She might have let him alone after she had given him that thrust, and gone on to her house, and said good-bye in the usual way. But just as he was helping me down it happened that Juliana and Dr. McCurdy appeared through the rear sally-port, which they must have reached by skirting the wall instead of crossing the drill-field. As soon as Mrs. Gunning saw them she stiffened, and clubbed her umbrella at Captain Markley again. He couldn't get away, so he stood his ground.
“See that creature begin to curvet and roll her eyes!” says Mrs. Gunning. “If the parade-ground were full of men I think she would prance over the parapet. At my age she may have some sense and feeling. But I would be glad to see her in the hands of a man who knew how to assert himself.”
“May I ask,” says Captain Markley, “what you mean by a man's asserting himself, Mrs. Gunning?”
She made such a pounce at him with the parasol that her waist began to rip in the back.
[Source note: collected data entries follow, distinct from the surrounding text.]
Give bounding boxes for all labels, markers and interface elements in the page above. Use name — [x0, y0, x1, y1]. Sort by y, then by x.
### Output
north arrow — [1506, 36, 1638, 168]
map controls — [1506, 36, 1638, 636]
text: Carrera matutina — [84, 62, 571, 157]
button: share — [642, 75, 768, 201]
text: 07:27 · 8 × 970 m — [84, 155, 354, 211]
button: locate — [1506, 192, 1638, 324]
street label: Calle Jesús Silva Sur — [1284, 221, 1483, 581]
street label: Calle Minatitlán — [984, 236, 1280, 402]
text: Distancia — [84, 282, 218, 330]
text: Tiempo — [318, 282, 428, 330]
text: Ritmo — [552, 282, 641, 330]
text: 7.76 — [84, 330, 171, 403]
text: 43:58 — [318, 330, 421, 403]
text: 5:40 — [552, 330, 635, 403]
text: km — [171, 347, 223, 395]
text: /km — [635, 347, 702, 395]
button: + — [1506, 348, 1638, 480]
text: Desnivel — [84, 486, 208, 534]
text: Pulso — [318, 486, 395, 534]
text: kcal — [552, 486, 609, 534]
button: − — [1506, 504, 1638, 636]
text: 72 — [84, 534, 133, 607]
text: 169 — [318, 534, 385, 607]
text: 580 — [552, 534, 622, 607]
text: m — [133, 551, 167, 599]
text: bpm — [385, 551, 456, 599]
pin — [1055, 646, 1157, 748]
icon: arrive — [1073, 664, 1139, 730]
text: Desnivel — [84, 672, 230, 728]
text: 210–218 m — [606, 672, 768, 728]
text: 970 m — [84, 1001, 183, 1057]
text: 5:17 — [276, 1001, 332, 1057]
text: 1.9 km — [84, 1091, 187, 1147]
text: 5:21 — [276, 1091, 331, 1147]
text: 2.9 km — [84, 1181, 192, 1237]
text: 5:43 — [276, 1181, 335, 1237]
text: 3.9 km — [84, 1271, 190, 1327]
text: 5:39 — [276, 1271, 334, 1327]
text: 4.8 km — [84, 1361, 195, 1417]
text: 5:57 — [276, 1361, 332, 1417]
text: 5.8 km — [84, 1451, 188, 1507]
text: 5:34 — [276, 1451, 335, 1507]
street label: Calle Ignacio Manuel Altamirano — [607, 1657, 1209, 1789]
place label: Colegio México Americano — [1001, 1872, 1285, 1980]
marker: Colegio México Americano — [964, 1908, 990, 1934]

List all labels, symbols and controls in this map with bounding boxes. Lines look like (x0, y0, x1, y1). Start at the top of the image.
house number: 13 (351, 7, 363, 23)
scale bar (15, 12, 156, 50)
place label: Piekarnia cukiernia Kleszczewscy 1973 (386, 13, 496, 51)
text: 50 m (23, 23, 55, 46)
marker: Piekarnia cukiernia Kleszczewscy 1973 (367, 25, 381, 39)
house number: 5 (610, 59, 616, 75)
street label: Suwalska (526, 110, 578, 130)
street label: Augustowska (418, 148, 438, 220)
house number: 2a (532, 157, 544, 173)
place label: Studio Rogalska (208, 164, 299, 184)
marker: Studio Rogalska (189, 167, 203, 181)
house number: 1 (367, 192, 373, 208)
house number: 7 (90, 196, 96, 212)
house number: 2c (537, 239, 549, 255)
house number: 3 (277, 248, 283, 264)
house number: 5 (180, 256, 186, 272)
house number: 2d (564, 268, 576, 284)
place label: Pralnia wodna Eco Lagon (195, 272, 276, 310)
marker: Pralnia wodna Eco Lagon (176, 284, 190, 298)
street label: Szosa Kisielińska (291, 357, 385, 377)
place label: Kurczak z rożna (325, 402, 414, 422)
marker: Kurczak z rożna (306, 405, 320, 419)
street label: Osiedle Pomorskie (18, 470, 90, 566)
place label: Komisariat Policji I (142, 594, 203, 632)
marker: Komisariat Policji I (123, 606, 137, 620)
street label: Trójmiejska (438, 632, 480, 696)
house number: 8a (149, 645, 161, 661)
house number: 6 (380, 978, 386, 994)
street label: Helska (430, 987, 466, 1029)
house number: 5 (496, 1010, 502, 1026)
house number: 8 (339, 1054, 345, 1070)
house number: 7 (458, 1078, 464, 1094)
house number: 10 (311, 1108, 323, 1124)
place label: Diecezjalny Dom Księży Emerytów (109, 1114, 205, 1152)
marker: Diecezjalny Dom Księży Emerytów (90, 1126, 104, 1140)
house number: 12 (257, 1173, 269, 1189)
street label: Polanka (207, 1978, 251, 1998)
“My dear boy, I am a full-blooded Briton, and Juliana is what you may call an English half-breed. In the bottom of our hearts we have a hankering for monarchy. The lion, who permits nobody else to poach on his preserves, is our symbol. While the vexatious child and I are not at all alike in other things, I know she admires as much as I do a man who asserts himself.”
Though it was said Juliana Gunning could not hear thunder, she generally understood her aunt's voice, and could tell when she was being talked about. She came straight to her own rescue, as you might say, and Dr. McCurdy, poor man, was very polite, but not cheerful. If we had known then what he had been yelling in the woods, we should have understood better why Captain Markley seemed to pluck up and strut at the sight of him.
I think Mrs. Gunning determined to finish the business that very hour. She met Dr. McCurdy with all the sweetness she could put into her manner just before she intended to pounce the hardest.
“I have been showing the captain my chickens,” she says, “and now I want to show you my cows.”
Dr. McCurdy thanked her, and said he would be delighted to see the cows, but he stuck to Juliana like a shadow. Maybe he expected the cows would give him a further excuse for being with her. But Mrs. Gunning cut him off there. She gave her keys to her niece, and says she:
“Go in the house, my dear, and set out the decanter and glasses, and give Captain Markley a glass of wine to keep him until we come back. I want to tell him something more about that Shanghai rooster.”